何しろ数年おきに大火が起こってしまうというお土地柄ですから、どこかに一戸建てを購入して定住するなんてバカげたこと。それぐらいなら住みよい場所を求めて引っ越しするというライフスタイルは、ごく一般的なものだったのです。
「空気が腐る」という、ネイティブアメリカンの考え方
引っ越しどころか、定住という概念すら非常に薄い人たちといえば遊牧民。
昔と変わらず、移住生活を送っているモンゴル人の一部は、ゲルと呼ばれる移動式のテントに暮らし、牛や山羊などを引き連れて季節ごとに移動するもの。
なぜ、彼らは移動するのか?
一箇所に定住していると家畜たちが牧草を根絶やしにしてしまうから、というのが本当の理由なのですが、同じ質問をアメリカ先住民にしたところ「空気が腐るから」という答えが返ってきたとか。
非常に感覚的な表現なので、別の言葉に置きかえるのが難しいのですが、彼らが言わんとしているところは、何となく理解できるのです。
何かに縛られる生き方ってどうなんだ?
「空気が腐る」この言葉を私たちの生活に置き換えるなら、一箇所にとどまることで発生する「しがらみ」のようなものと考えることができます。
そんな、しがらみの中で最大のものといえば、定住することで発生する巨額のローン。
一箇所で生きていくことを決意した時点で、住宅を購入し数10年に渡ってローンを返済し続けなければならない。ローンがあるから移住できないだけでなく、仕事をやめることもできないし、単身赴任などという悲劇も起こる……しがらみに縛られて、ライフスタイルを変更することができなくなってしまうのです。
ライフスタイルと共に、住まいも変化するもの
しかし長い人生ですから、ライフスタイルが不変ということはありません。
出産で家族が増える、数10年後には子どもたちが独立して家族が減る、転職で職場までの距離が変化する、収入が増減する、単に住んでいるところに飽きてしまうというケースもあるでしょう。

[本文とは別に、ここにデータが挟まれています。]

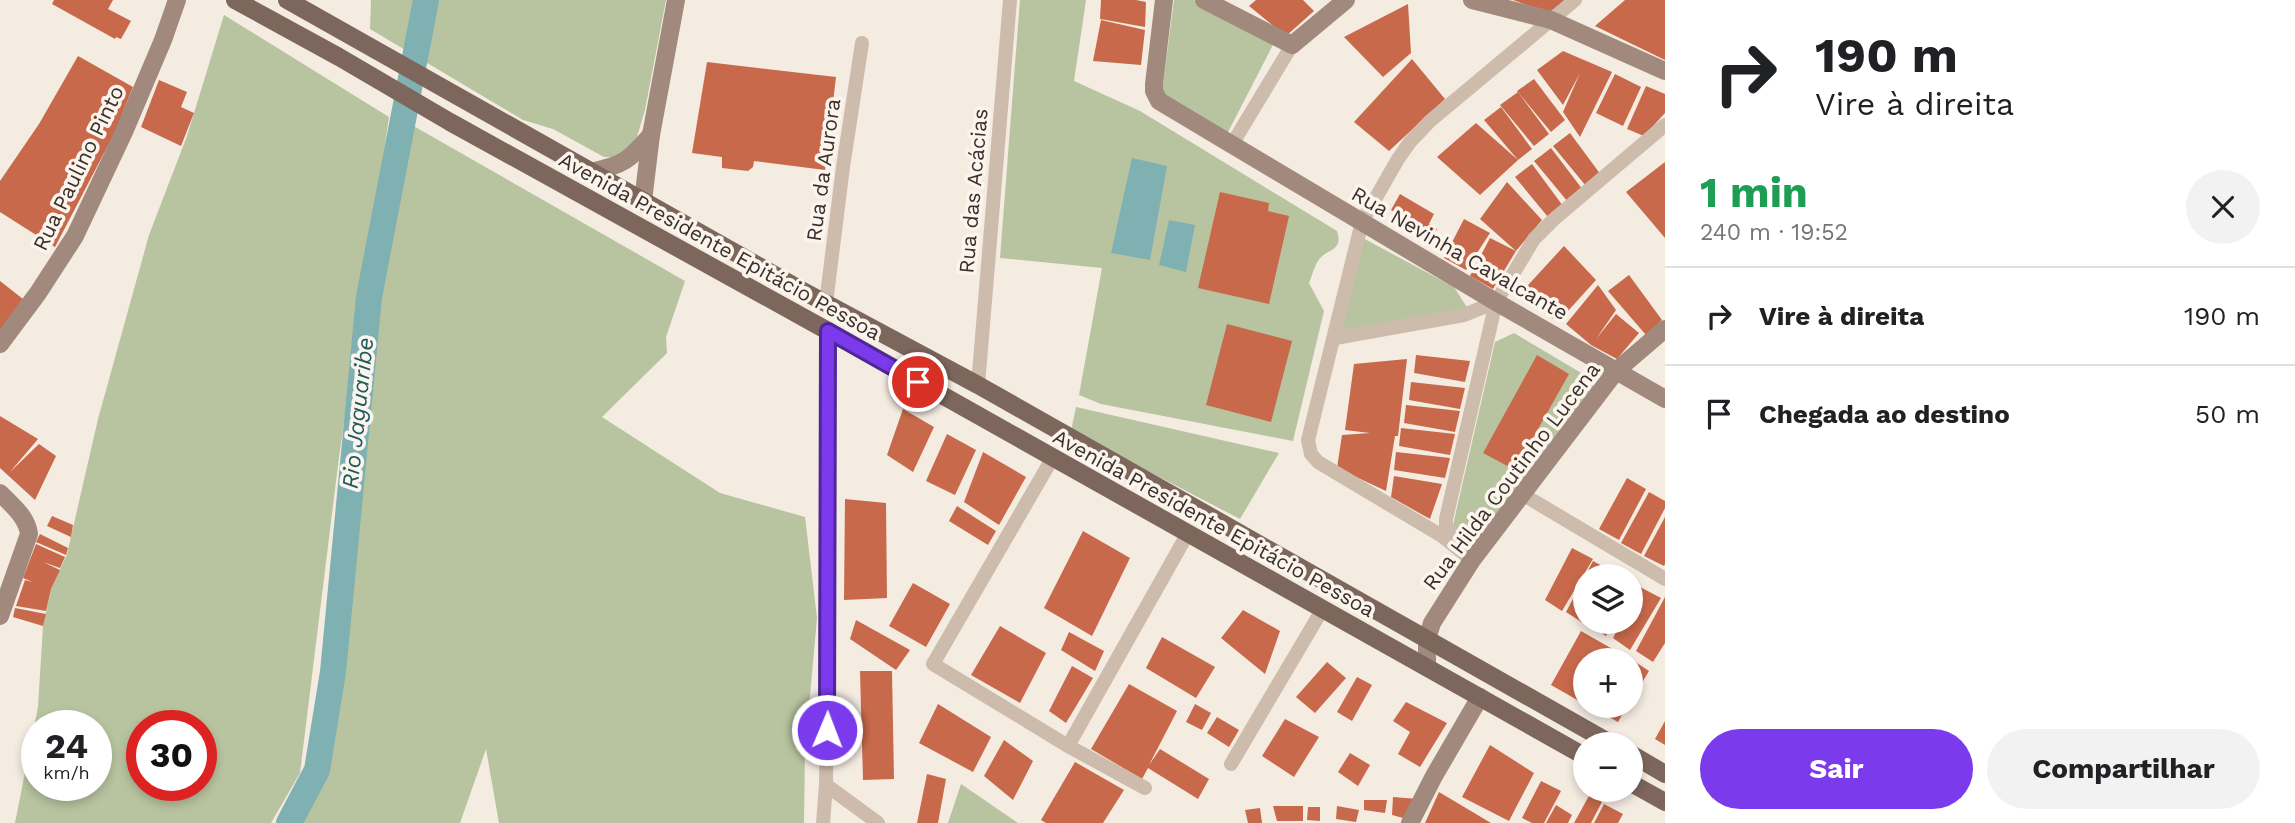 <!DOCTYPE html>
<html lang="pt">
<meta charset="utf-8">
<style>
:root{--surface:#fff;--page:#f2f2f2;--text:#202124;--muted:#757577;--line:#e0e0e0;--accent:#7c3aed}
body{margin:0;font-family:"Work Sans",sans-serif;background:var(--page);color:var(--text);height:100vh;display:flex;flex-direction:column;font-size:26px;white-space:nowrap}
*{box-sizing:border-box;margin:0}
p{font-size:23px;color:var(--muted)}
.icon{flex:none;width:38px;height:38px;fill:none;stroke:currentColor;stroke-width:2;stroke-linecap:round;stroke-linejoin:round}
.map{position:relative;flex:1;overflow:hidden}
.drawer{display:flex;flex-direction:column;background:var(--surface);width:630px}
.drawer>*{flex:none}
.hud{background:#fff;color:var(--text);overflow:hidden}
.fabs{position:absolute;left:1573px;top:564px;display:grid;gap:14px}
.fabs a{display:grid;place-items:center;width:70px;height:70px;border-radius:50%;background:var(--surface);box-shadow:0 4px 10px #0003;font-size:35px}
.speed{position:absolute;left:21px;top:710px;display:flex;gap:14px;font-size:35px;font-weight:700;text-align:center}
.speed>*{display:grid;place-content:center;width:91px;height:91px;border-radius:50%;background:var(--surface);box-shadow:0 4px 10px #0003;line-height:1}
.speed small{font-size:18px;font-weight:400}
.speed .limit{border:10px solid #d22;background:#fff;color:#111}
.pin{position:absolute;display:grid;place-items:center;width:60px;height:60px;color:#fff;margin:-30px;border:4px solid #fff;border-radius:50%;box-shadow:0 2px 7px #0007}
.me{position:absolute;width:77px;margin:-38px;rotate:1deg;stroke-linejoin:round;filter:drop-shadow(0 0 5px #0008)}
.turn{display:flex;align-items:center;gap:24px;height:147px;padding:0 35px;font-size:32px}
.turn .icon{width:91px;height:91px;stroke-width:2.5}
.turn b{display:block;font-size:49px;line-height:60px}
.round{display:grid;place-items:center;flex:none;width:74px;height:74px;border-radius:37px;background:var(--page)}
.headline{display:flex;align-items:center;justify-content:space-between;height:119px;padding:0 35px}
h1{font-size:42px;font-weight:700;line-height:52px;color:#1e9e55}
.cta{display:flex;gap:14px;margin-top:auto;padding:14px 35px}
.cta a{flex:1;height:80px;border-radius:42px;background:var(--accent);color:#fff;font-size:28px;font-weight:700;line-height:80px;text-align:center}
.cta a+a{background:var(--page);color:var(--text)}
ul{padding:0;list-style:none}
li{display:flex;align-items:center;gap:21px;height:98px;padding:0 35px;border-top:2px solid var(--line)}
li div{flex:1}
li b{display:block;font-size:26px}
li em{font-style:normal}
main{display:flex;flex:1;min-height:0}
.map>svg:first-child{display:block}
.green{fill:#b8c4a0;fill-rule:evenodd}
.water{fill:#7fb0b2}
.lines{fill:none;stroke-linecap:round;stroke-linejoin:round}
.river{stroke:#7fb0b2;stroke-width:26}
.building{fill:#c8694b}
.street{stroke:#cdbbac;stroke-width:14}
.secondary{stroke:#a18a7d;stroke-width:18}
.primary{stroke:#7d675c;stroke-width:18}
.route-casing{stroke:#51269a;stroke-width:18}
.route{stroke:#7c3aed;stroke-width:12}
.labels{text-anchor:middle;dominant-baseline:central;stroke-width:7;stroke-linejoin:round;paint-order:stroke}
.street-label{font-size:21px;fill:#3b302b;stroke:#fbf5ee}
.water-label{font-size:23px;font-style:italic;fill:#1f5a5e;stroke:#fbf5ee}
</style>
<main>
<div class="map">
<svg width="1665" height="823" viewBox="0 0 1665 823">
<rect width="100%" height="100%" fill="#f4ebe1"/>
<g class="green">
<path d="M371,0H666L645,110L634,147L620,157H604L553,129L523,120L370,29Z"/>
<path d="M1020,0H1086L1074,81L1140,111L1337,231C1344,252 1326,248 1318,261C1314,267 1312,276 1309,283L1324,311L1293,441L1101,404L1079,395L1102,268L1000,258Z"/>
<path d="M1174,0H1194L1275,41L1225,138L1161,99Z"/>
<path d="M224,15L389,117L339,457L300,773L271,823H15L38,707L43,626L51,589L67,554L98,419L149,235L187,136ZM37,726H96V786H37ZM142,726H201V786H142Z"/>
<path d="M403,120L685,281L666,337L667,353L602,417L720,493L805,517L817,618L805,751L804,823H499L486,749L460,823H287L317,770L369,297Z"/>
<path d="M1361,237L1454,287L1468,309L1341,333Z"/>
<path d="M1514,333L1583,374L1596,389L1477,545L1464,549L1453,525L1495,342Z"/>
<path d="M1076,407L1279,453L1240,519L1071,431Z"/>
<path d="M961,784L1018,823H948Z"/>
</g>
<g class="water">
<path d="M1132,158L1167,166L1150,260L1111,253Z"/>
<path d="M1169,220L1195,225L1186,272L1159,265Z"/>
</g>
<g class="lines">
<path class="river" d="M289,823L317,770L333,672L369,297L426,0"/>
</g>
<g class="building">
<path d="M54,0H113L108,9L131,21L121,39L116,37L115,39L52,4Z"/>
<path d="M1101,0H1136L1146,2L1145,27L1100,19Z"/>
<path d="M1256,0H1303L1314,11L1286,36L1249,6Z"/>
<path d="M1513,0H1566L1551,14Z"/>
<path d="M1625,0H1665V60L1595,26Z"/>
<path d="M1408,4L1411,53L1383,77L1344,37Z"/>
<path d="M1101,20L1145,30L1141,65L1093,61Z"/>
<path d="M1563,51L1612,72L1580,137L1563,112L1580,73L1563,105L1537,70Z"/>
<path d="M78,56L133,87L115,132L55,247L0,212V181L39,124Z"/>
<path d="M1412,59L1445,99L1389,151L1354,122Z"/>
<path d="M707,62L836,77L825,170L754,161L753,167L748,171L722,168V157L692,153Z"/>
<path d="M1615,74L1641,87L1623,126L1596,113Z"/>
<path d="M1534,79L1565,120L1551,132L1517,91Z"/>
<path d="M159,80L187,92L181,107L194,113L181,146L141,127Z"/>
<path d="M1646,86L1665,94V113L1644,136L1627,129Z"/>
<path d="M1518,92L1549,134L1534,146L1500,105Z"/>
<path d="M1501,107L1532,149L1518,160L1484,120Z"/>
<path d="M1476,123L1518,160L1480,195L1437,157Z"/>
<path d="M1570,133L1601,175L1586,186L1553,146Z"/>
<path d="M1551,148L1583,190L1568,202L1534,161Z"/>
<path d="M1665,162V238L1626,192Z"/>
<path d="M1532,164L1563,206L1548,217L1515,177Z"/>
<path d="M1507,182L1542,220L1516,251L1480,219Z"/>
<path d="M1220,192L1269,203L1268,211L1289,216L1269,304L1198,288Z"/>
<path d="M1400,194L1434,214L1429,224L1437,229L1434,235L1391,210Z"/>
<path d="M1464,219L1490,233L1466,270L1444,258Z"/>
<path d="M1490,238L1516,251L1493,289L1470,276Z"/>
<path d="M1564,246L1596,280L1558,322L1518,296Z"/>
<path d="M1629,275L1662,320L1646,335L1608,291Z"/>
<path d="M0,281L23,299L0,330Z"/>
<path d="M1598,285L1616,310L1596,339L1616,314L1639,333L1617,359L1591,345L1566,324Z"/>
<path d="M1227,324L1292,341L1271,422L1206,405Z"/>
<path d="M1416,355L1470,361L1465,382L1414,373Z"/>
<path d="M1537,355L1569,374L1515,470L1483,453Z"/>
<path d="M1407,359L1398,436H1395L1386,491L1337,468L1342,435L1370,433L1345,430L1354,364Z"/>
<path d="M1411,382L1465,388L1460,409L1409,400Z"/>
<path d="M1406,405L1460,411L1455,432L1404,423Z"/>
<path d="M903,409L934,427L913,472L887,455Z"/>
<path d="M0,416L38,439L10,472L39,444L56,456L35,500L0,468Z"/>
<path d="M1401,428L1455,434L1450,455L1399,446Z"/>
<path d="M947,434L976,450L955,495L926,481Z"/>
<path d="M983,452L1026,477L999,525L964,502Z"/>
<path d="M1396,452L1450,458L1445,478L1394,470Z"/>
<path d="M1394,476L1442,484L1430,519L1391,497Z"/>
<path d="M1627,478L1646,489L1619,540L1599,529Z"/>
<path d="M1649,492L1665,501V508L1641,554L1621,543Z"/>
<path d="M845,499L886,503L887,598L844,600Z"/>
<path d="M957,506L996,531L988,545L949,521Z"/>
<path d="M52,516L73,525L71,537L47,526Z"/>
<path d="M1665,517V564L1664,566L1644,556Z"/>
<path d="M1083,531L1130,558L1092,636L1044,608Z"/>
<path d="M40,534L68,548L66,555L36,542Z"/>
<path d="M36,544L65,557L60,568L43,562L60,570L51,589L46,611L16,606L25,580L33,582L23,578Z"/>
<path d="M1572,548L1593,559L1562,611L1545,600Z"/>
<path d="M1593,561L1613,572L1611,576H1586V619L1583,623L1566,612Z"/>
<path d="M913,583L950,604L926,647L889,626Z"/>
<path d="M1640,587L1661,598L1630,650L1613,638L1622,621H1631V605Z"/>
<path d="M1665,597V643L1653,662L1636,651Z"/>
<path d="M15,608L46,614L43,626L13,617Z"/>
<path d="M1243,610L1280,631L1265,674L1221,638Z"/>
<path d="M856,620L910,650L896,670L850,639Z"/>
<path d="M1590,621H1614L1606,636L1589,625Z"/>
<path d="M1000,626L1046,653L1020,703L971,675Z"/>
<path d="M1581,631L1637,663L1649,671L1631,701V660H1586V705L1551,685Z"/>
<path d="M1069,632L1104,651L1095,671L1061,650Z"/>
<path d="M1162,637L1215,667L1196,698L1146,668Z"/>
<path d="M1327,662L1346,678L1315,713L1296,697Z"/>
<path d="M1072,666L1093,678L1066,723L1049,711Z"/>
<path d="M860,671H892L894,779L863,780Z"/>
<path d="M1357,677L1372,685L1352,721L1337,712Z"/>
<path d="M1129,684L1177,711L1149,765L1160,749L1209,779L1198,799L1148,768L1142,779L1091,749Z"/>
<path d="M1406,702L1447,723L1420,767L1398,754L1410,732L1393,721Z"/>
<path d="M938,704L991,737L973,772L919,743Z"/>
<path d="M1195,704L1211,713L1202,730L1186,722Z"/>
<path d="M1587,705H1628L1618,722Z"/>
<path d="M1217,717L1239,730L1229,747L1207,733Z"/>
<path d="M1285,719L1319,737L1294,777L1262,756Z"/>
<path d="M1665,721V745L1655,739Z"/>
<path d="M1004,740L1033,761L1013,800L984,776Z"/>
<path d="M1490,745L1534,773L1509,821L1462,797Z"/>
<path d="M1350,753L1370,765L1358,786L1338,772Z"/>
<path d="M1075,762L1124,790L1103,823H1046L1041,820Z"/>
<path d="M927,774L946,779L938,823H917Z"/>
<path d="M1541,781L1561,791L1544,823H1532L1522,818Z"/>
<path d="M1439,792L1491,823H1425Z"/>
<path d="M1590,794L1602,802L1591,823H1574Z"/>
<path d="M1393,797L1418,799L1407,819L1392,815Z"/>
<path d="M1364,800H1387L1385,813L1364,810Z"/>
<path d="M1604,804L1623,814L1618,823H1594Z"/>
<path d="M1556,805L1572,815L1568,823H1546Z"/>
<path d="M1273,806H1303V821H1277Z"/>
<path d="M1337,806L1359,810L1356,822L1336,819Z"/>
<path d="M1308,807H1320V821L1307,820Z"/>
<path d="M1260,808L1262,823H1248L1245,810Z"/>
</g>
<g class="lines">
<g class="street">
<path d="M1231,146L1292,45"/>
<path d="M826,303L843,167L862,43"/>
<path d="M1335,338L1464,315L1496,302"/>
<path d="M978,385L1010,0"/>
<path d="M1052,459L933,664L1068,746L1145,788"/>
<path d="M1522,494L1665,579"/>
<path d="M1458,540L1446,528V519L1496,302L1534,239L1553,220L1665,125"/>
<path d="M1472,560L1442,536L1318,462L1311,454L1308,440L1362,222L1398,159L1410,142L1430,121L1575,0"/>
<path d="M1068,746L1188,533"/>
<path d="M1231,764L1322,610"/>
<path d="M826,785L878,823"/>
<path d="M823,823L826,785L828,619V331"/>
</g>
<g class="secondary">
<path d="M1164,0L1154,84V91L1159,101L1496,302L1665,399"/>
<path d="M1204,0L1292,45L1346,0"/>
<path d="M1472,0L1551,20L1665,71"/>
<path d="M590,172C624,165 628,161 651,135"/>
<path d="M643,201L651,135L676,0"/>
<path d="M0,344L38,293L75,236L124,132L163,40L177,0"/>
<path d="M0,493C12,505 27,517 29,534L0,616"/>
<path d="M1427,667V639L1432,623L1472,560L1616,371L1665,329"/>
<path d="M1410,823L1434,776L1480,697"/>
</g>
<g class="primary">
<path d="M235,0L339,57L450,122L828,331L1586,757"/>
<path d="M287,0L803,291L978,385L1612,744"/>
<path d="M1631,754L1665,774"/>
<path d="M1631,783L1665,802"/>
</g>
</g>
<g class="lines">
<defs>
<path id="route" d="M827,730L828,331L918,382"/>
</defs>
<use href="#route" class="route-casing"/>
<use href="#route" class="route"/>
</g>
<g class="labels">
<g class="street-label">
<text transform="translate(78 168) rotate(-64)">Rua Paulino Pinto</text>
<text transform="translate(823 170) rotate(-82)">Rua da Aurora</text>
<text transform="translate(973 191) rotate(-85)">Rua das Acácias</text>
<text transform="translate(720 246) rotate(29)">Avenida Presidente Epitácio Pessoa</text>
<text transform="translate(1460 253) rotate(30)">Rua Nevinha Cavalcante</text>
<text transform="translate(1511 476) rotate(-53)">Rua Hilda Coutinho Lucena</text>
<text transform="translate(1214 523) rotate(29)">Avenida Presidente Epitácio Pessoa</text>
</g>
<g class="water-label">
<text transform="translate(358 413) rotate(-84)">Rio Jaguaribe</text>
</g>
</g>
</svg>
<div class="fabs">
<a><svg class="icon" aria-label="layers" viewBox="0 0 24 24"><path d="M12 4l9 5-9 5-9-5zM3 14l9 5 9-5"/></svg></a>
<a>+</a>
<a>−</a>
</div>
<div class="speed"><div>24<small>km/h</small></div><div class="limit">30</div></div>
<div class="pin" style="left:918px;top:382px;background:#d93025"><svg class="icon" aria-label="arrive" viewBox="0 0 24 24"><path d="M6 21V4h12l-3 4 3 4H6"/></svg></div>
<svg class="me" style="left:827px;top:730px" viewBox="-20 -20 40 40"><circle r="17" fill="#7c3aed" stroke="#fff" stroke-width="3"/><path d="M0-11L8 9 0 5-8 9z" fill="#fff"/></svg>
</div>
<section class="drawer">
<div class="hud">
<div class="turn"><svg class="icon" aria-label="right" viewBox="0 0 24 24"><path d="M7 20v-9h11M14 6l5 5-5 5"/></svg><div><b>190 m</b>Vire à direita</div></div>
</div>
<div class="headline"><div><h1>1 min</h1><p>240 m · 19:52</p></div><a class="round"><svg class="icon" aria-label="close" viewBox="0 0 24 24"><path d="M6 6l12 12M18 6L6 18"/></svg></a></div>
<ul>
<li><svg class="icon" aria-label="right" viewBox="0 0 24 24"><path d="M7 20v-9h11M14 6l5 5-5 5"/></svg><div><b>Vire à direita</b></div><em>190 m</em></li>
<li><svg class="icon" aria-label="arrive" viewBox="0 0 24 24"><path d="M6 21V4h12l-3 4 3 4H6"/></svg><div><b>Chegada ao destino</b></div><em>50 m</em></li>
</ul>
<div class="cta"><a>Sair</a><a>Compartilhar</a></div>
</section>
</main>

ライフスタイルが変化したならば、住むところも変化するというのが自然なこと。住宅を購入することで一箇所に縛られてしまうということは、非常に不自然かつ不自由なことだと思うのです。
結婚したから家を購入する。
全くもって素晴らしいことだとは思う一方で、しがらみを作ってしまうメリットはなにもありません。
家族が増えたなら、収入が増えたなら、広い借家に引っ越せばいい。
趣味のものがあふれてきて手狭になったなら、セカンドハウスを借りればいい。
これで十分ではないでしょうか?
将来に渡って収入が増え続けることを見込んで家を建てたはいいけれど、意に反して失業。家を手放なしてしまい、手元に残ったのは長期のローン。こんな話は、度々耳にするものです。
持ち家というリスクを抱え込むよりは、借家住まいを続けてしがらみがない毎日を送るというのはどうでしょうか。土地が値上がりし続けるなんてことも、人口減少がトレンドとなっている日本では、もう起こりそうもありません。
「本は買うもの、家は借りるもの」
これは、最近耳にした金言なのですが、至極真っ当な考え方だと思うのです。